Je suis allé à l’endroit où Jean Baptiste baptisait.
Je suis rentré dans l’eau à cet endroit-là, et il
y avait des gens sur le bord. Ils sont spontanés là-bas : ils
sont descendus dans l’eau en disant ‘baptisez nous dans l’eau’,
alors je les ai baptisés. Bon, avec moi, il ne s’est rien passé,
ce n’était qu’un pèlerinage ; tandis qu’avec
Jean Baptiste, ce n’était pas pareil : Jean Baptiste était
un prêtre revêtu du sacerdoce de l’Ancien et du Nouveau Testament,
si je puis dire : accompli dans l’Ancien, s’initiant dans le Nouveau.
Si vous vous rappelez du mémorial du sacrifice des épis, tel qu’on
le lit dans le livre du Lévitique : Jean l’a fait ici : au milieu
du Jourdain, à cet endroit. Il était donc revêtu de la robe
sacerdotale, ainsi qu’il est écrit dans le livre du Lévitique,
avec ses six pierres précieuses sur l’épaule droite et sur
l’épaule gauche, les noms des six tribus d’Israël gravées
dessus, et aussi les fameuses douze plaquettes avec les noms des fils d’Israël
inscrits ; il y a avait posées là les douze pierres de Josué.
Il a re-consacré dans le sacerdoce selon l’ordre de Melchisédech
ce lieu pour le baptême de Jésus.
Il est écrit que tout Jérusalem descendait : c’était
une foule innombrable ( les historiens disent qu’à Jérusalem
il y avait environ deux à trois millions de pèlerins dans en ces
jours-là ).
Joseph était décédé. Ce sacerdoce nouveau, Jean
l’a assumé en pleine connaissance pour tous ceux qui étaient
dans les limbes auxquels il a pu s’unir grâce à Joseph (avec
qui il était fortement lié par l’unité sponsale de
l’Immaculée Conception, la mère de sa grâce sacerdotale
), en union avec Jésus, la blessure du cœur, et puis bien sûr
la Jérusalem glorieuse. C’est ce qui est représenté
par les douze pierres, les douze noms d’Israël, les douze plaquettes
du sacerdoce : les douze apôtres qui sont exprimés là, les
douze tribus d’Israël pour le peuple juif, et enfin bien sûr
les douze portes de la Jérusalem glorieuse.

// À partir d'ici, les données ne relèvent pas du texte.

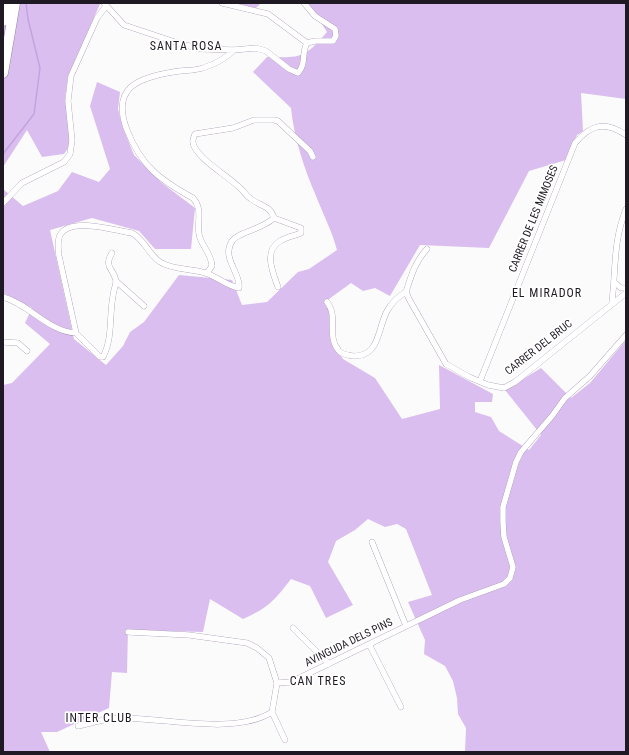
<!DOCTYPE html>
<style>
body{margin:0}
#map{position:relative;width:629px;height:755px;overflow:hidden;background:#fbfbfb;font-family:"Roboto Condensed",sans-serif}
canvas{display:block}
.frame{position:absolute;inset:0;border:4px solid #1f1924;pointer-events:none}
</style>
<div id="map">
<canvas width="629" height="755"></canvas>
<div class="frame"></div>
</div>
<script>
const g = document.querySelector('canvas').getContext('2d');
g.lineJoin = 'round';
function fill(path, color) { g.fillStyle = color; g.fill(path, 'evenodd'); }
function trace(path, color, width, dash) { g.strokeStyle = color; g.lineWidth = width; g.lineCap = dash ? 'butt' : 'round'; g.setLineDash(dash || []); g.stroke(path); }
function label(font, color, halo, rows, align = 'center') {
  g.font = font + ' "Roboto Condensed",sans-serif'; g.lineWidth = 3.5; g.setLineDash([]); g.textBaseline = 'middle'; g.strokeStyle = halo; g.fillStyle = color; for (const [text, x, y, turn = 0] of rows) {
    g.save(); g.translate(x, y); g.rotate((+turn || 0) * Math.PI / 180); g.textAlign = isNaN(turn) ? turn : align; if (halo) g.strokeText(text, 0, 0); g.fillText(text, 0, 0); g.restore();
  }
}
fill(new Path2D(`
 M3 3 100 4 68 76 65 99 70 145 64 154 42 157 27 130 3 167Z
 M234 3H261L256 8Z
 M308 3H626V99L581 93 583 131 577 135 566 160 529 171 489 248 420 245 390 296 375 288 363 291 351 283 329 299 330 339 343 359 375 378 402 419 440 409 439 365 493 394 492 402H475V412L491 417 499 431 529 450 541 435 505 390 541 368 571 398 590 383 626 340V752H465L466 728 458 714 457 698 453 681 445 666 424 654 425 640 408 602 432 595 406 529 397 524 385 527 368 519 355 530 336 541 328 562 353 605 326 618 310 586 291 579C274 601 268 608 243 619L210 599 203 632 128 630 127 673 112 672 109 708 57 732H41L50 752H3V385L12 383 50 344 25 323 32 308 3 293V189L23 206 58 191 72 172 99 182 110 169 90 106 97 82 120 92 118 109 123 128 134 155 162 183 195 208 191 249H155L139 231 92 218 50 230 74 339 106 365 123 346 130 332 144 322 179 275 232 280 242 305 267 302 298 272 309 269 337 250C332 231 323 214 316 196 304 168 294 138 291 108L253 72 267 57C301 58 305 58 327 32Z`), '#dabeef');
trace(new Path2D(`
 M3 154 34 114 40 68 28 19 26 3`), '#c5a3df', 1.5);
const street = new Path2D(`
 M104 3 124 25 181 44 202 49 234 50 256 48 266 51 289 69 298 73C307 62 301 54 307 43
 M222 3 268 14 307 43
 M304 3 315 16 335 29 336 36 333 41H315L307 43
 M3 203 22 183 64 162 70 154 72 140 68 101 71 76 97 18 106 6
 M274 218 301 228V233C294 236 287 237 280 241 263 251 273 273 278 287
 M427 249C415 262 411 276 406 292L409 299 446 364 469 377 488 385 504 388 515 382 626 293
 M112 253C103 268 114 268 116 281 116 285 113 292 113 296 109 316 113 338 103 357H100L76 333 59 256C58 249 57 241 60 235 71 216 116 231 132 233 145 240 148 254 160 262 175 271 193 268 208 274 219 278 227 286 239 288 241 273 221 258 232 241 238 232 261 230 274 218 270 205 260 206 251 199 246 196 244 191 240 188 228 176 201 161 194 146 192 141 193 139 195 134L233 128 254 120H274L278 121 296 138 310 151 313 157
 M207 273 212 266C211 252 201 246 199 234 197 221 203 209 193 198 160 180 141 166 127 130 111 88 137 78 173 72 183 70 194 71 203 68 216 64 225 59 234 50
 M116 281 144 306
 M615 283 621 288H626
 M3 297C29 304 49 332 76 333
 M327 302C339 317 326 337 339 351 343 355 348 355 353 356 380 357 377 330 387 311 392 302 397 297 406 292
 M612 302C616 268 613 242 626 209
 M3 342 18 343 27 351
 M480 381 575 143C591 124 605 121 626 135
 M372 542 406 626
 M293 628 329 664
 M369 644 401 707
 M277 683 291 682 460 600 504 584 510 578 513 567 504 537 503 522V507L516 462 521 452 552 416 565 398 590 376 626 335
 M272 712 285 740
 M78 726C91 723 105 719 118 718 163 717 234 736 272 712L277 683 269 658 257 648 247 643 189 635 128 632`);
const highway = new Path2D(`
 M3 21 6 3
 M3 73 15 3`);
trace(street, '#9786a4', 6);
trace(highway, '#9786a4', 11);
trace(street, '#fff', 5.5);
trace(highway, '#fff', 10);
label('11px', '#1f1924', '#fff', [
 ["CARRER DE LES MIMOSES",534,219,-68],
 ["CARRER DEL BRUC",539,348,-38],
 ["AVINGUDA DELS PINS",349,643,-26]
]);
g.letterSpacing = '1px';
label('12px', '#1f1924', '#fff', [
 ["SANTA ROSA",186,47],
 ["EL MIRADOR",547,294],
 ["CAN TRES",318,682],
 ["INTER CLUB",99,719]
]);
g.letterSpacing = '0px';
</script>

Dans cet endroit-là, la mort de Joseph a déchiré la possibilité
de l’expression explicite du sacerdoce de Jésus, et du baptême.
Jean Baptiste en a été le prêtre.
Pourtant c’est Jésus qui est prêtre.
Jean Batiste lui dit :
‘‘attends, c’est toi qui viens te faire baptiser par moi,
alors que je ne suis pas digne…’’
Et Jésus lui répond :
‘‘il faut que nous menions à leur accomplissement les choses
justes’’
La justice, c’est Joseph. Dès que vous entendez le mot ‘juste’,
tsadak en hébreu, dikaios en grec, il faut qu’instinctivement vous
traduisiez par saint Joseph (celui qui est juste jusque dedans sa substance).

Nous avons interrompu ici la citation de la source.